In the news
■ David Haenelt, a Fire Department lieutenant in Englewood, N.J., said a female basset hound named Libby, rescued by firefighters after she fell from a fourth-floor apartment window and was impaled in the left front leg by a lamppost, had a “lucky day” as she’s expected to make a full recovery.
■ Tammy Duckworth, a U.S. senator from Illinois who lost both legs when the helicopter she was piloting was shot down in Iraq in 2004, returned to the country for the first time on a “whirlwind” trip to express hope that Iraq will be “a close ally of the United States for many years to come.”
■ Matt Easton, 24, a political science major at Mormon-owned Brigham Young University, earned applause from fellow students and the audience by saying that “I am proud to be a gay son of God” during a valedictorian speech in which he publicly announced his sexuality.

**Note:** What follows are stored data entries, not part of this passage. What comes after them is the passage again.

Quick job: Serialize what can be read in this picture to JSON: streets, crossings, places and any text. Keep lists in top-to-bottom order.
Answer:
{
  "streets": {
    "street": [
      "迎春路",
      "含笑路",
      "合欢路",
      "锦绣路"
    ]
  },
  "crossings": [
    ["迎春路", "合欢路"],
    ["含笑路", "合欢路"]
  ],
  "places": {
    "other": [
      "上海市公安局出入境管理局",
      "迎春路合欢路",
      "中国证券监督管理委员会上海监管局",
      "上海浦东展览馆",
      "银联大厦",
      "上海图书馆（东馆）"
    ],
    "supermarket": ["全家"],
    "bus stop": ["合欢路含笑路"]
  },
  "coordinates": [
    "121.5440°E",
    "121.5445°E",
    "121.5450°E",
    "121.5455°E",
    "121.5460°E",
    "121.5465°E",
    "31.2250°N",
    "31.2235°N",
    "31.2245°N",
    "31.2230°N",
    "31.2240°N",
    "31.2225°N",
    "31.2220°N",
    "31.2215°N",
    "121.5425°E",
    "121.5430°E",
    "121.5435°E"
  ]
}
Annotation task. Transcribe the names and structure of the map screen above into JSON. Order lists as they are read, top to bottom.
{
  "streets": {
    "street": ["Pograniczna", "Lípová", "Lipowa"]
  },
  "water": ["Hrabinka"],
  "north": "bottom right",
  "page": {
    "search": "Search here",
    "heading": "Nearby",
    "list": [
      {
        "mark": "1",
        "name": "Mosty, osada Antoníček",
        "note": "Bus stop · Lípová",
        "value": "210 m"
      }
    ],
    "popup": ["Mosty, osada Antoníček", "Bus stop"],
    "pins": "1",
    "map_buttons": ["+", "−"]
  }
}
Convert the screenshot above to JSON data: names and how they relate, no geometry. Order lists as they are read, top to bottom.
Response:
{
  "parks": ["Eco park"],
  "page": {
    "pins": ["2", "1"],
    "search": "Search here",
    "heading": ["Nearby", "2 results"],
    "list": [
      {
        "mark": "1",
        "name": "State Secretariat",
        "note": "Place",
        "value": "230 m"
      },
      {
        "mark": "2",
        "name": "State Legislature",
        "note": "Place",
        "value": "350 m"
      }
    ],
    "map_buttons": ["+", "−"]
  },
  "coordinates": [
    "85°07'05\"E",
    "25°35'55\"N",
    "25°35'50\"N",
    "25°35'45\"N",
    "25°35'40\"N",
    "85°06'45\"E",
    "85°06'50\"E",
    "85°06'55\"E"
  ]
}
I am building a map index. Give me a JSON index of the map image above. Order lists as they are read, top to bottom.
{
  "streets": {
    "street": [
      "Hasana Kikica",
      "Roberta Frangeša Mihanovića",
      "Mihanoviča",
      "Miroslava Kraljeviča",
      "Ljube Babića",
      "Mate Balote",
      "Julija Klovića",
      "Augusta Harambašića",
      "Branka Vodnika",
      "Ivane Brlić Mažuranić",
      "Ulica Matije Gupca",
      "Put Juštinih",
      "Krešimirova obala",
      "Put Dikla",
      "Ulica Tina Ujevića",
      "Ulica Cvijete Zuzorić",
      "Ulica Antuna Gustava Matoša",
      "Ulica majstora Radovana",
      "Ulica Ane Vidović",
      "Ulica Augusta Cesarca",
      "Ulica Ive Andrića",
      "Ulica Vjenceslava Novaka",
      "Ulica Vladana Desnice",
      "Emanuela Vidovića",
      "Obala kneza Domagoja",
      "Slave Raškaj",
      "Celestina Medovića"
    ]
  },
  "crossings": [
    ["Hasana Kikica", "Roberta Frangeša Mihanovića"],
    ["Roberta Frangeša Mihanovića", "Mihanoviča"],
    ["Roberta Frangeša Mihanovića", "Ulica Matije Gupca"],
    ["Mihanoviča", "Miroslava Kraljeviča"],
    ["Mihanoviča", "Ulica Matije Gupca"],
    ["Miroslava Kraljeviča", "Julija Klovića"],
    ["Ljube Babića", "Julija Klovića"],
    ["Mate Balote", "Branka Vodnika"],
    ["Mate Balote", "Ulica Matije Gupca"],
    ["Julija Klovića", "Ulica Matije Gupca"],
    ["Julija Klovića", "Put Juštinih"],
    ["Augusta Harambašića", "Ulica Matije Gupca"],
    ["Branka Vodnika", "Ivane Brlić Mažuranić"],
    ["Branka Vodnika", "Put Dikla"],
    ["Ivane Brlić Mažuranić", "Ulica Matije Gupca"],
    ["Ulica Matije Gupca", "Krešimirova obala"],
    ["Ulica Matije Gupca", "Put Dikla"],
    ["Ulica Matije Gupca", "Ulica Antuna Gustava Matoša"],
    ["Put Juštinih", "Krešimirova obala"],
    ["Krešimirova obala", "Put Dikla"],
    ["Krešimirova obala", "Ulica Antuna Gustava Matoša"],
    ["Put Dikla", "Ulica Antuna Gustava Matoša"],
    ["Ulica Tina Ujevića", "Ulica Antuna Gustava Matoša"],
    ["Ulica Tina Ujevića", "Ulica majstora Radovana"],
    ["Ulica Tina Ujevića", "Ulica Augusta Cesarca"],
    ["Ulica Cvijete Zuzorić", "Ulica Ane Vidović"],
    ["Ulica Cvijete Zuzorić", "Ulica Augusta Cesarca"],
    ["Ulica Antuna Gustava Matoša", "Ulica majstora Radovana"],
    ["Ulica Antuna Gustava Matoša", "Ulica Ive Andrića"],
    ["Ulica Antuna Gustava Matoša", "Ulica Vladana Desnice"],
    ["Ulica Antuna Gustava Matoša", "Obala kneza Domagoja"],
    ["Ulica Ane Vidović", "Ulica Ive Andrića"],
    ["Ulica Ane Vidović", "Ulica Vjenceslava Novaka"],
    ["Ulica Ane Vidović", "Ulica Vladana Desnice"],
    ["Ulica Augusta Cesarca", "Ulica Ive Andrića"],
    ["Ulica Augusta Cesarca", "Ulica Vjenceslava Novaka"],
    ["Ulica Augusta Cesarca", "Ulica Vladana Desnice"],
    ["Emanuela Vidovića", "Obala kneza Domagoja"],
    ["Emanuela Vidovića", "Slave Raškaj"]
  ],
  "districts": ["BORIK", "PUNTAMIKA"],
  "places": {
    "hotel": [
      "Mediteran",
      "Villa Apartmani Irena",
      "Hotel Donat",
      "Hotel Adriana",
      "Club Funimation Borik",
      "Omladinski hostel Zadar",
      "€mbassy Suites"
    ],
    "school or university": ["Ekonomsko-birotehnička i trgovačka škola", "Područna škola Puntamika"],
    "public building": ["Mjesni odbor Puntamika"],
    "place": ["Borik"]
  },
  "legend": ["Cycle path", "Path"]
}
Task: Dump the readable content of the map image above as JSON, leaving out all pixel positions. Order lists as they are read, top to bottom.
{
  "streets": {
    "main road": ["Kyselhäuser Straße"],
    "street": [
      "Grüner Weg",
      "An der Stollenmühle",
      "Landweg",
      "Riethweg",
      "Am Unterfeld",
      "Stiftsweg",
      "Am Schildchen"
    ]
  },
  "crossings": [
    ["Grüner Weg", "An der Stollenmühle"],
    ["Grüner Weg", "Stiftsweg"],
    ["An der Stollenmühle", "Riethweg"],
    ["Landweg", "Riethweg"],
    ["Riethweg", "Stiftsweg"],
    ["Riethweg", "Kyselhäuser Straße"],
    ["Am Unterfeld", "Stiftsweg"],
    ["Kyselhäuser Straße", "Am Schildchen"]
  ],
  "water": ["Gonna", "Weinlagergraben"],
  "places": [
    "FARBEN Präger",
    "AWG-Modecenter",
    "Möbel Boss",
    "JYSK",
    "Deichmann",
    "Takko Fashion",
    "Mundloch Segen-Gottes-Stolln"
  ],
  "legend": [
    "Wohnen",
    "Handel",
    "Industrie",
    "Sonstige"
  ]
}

■ Anthony Salcido, whose daughter was among three children inside an inflatable bounce house in Muskogee, Okla., that was carried off by a gust of wind, said it kept “flipping over” until several adults were able to pull it back to the ground.
■ Andrew Gausden, a fire service spokesman in East Sussex, England, said a wildfire that burned 14 acres in the Ashdown Forest, which was the inspiration for the 100 Acre Wood in A.A. Milne’s Winnie-the-Pooh stories, did not appear to have been started deliberately.
■ Michael Middleton, 43, was given a 12-month suspended sentence after pleading guilty to bigamy by marrying four different women from Georgia, Alabama, New Hampshire and Kentucky to gain access to their assets, prosecutors in New Hampshire said.
■ Glenn Gholar Jr., 38, of Louisville, Ky., pleaded innocent to first-degree assault charges after being accused of shooting a woman in the face and repeatedly shooting another man as they argued over dog feces that was left in a yard, authorities said.
■ Wilmer Ortiz Torres, 43, charged with arson in two fires that damaged a Pentecostal church in Bethlehem, Pa., was described by police as holding a grudge that “festered and festered” after he was kicked out of the congregation for an undisclosed reason.
■ Lee Livengood, an assistant high school principal in Clarksburg, W.Va., has been reinstated after successfully appealing a suspension levied when he was accused of harassing a transgender student by following him into a restroom and telling him: “You freak me out.”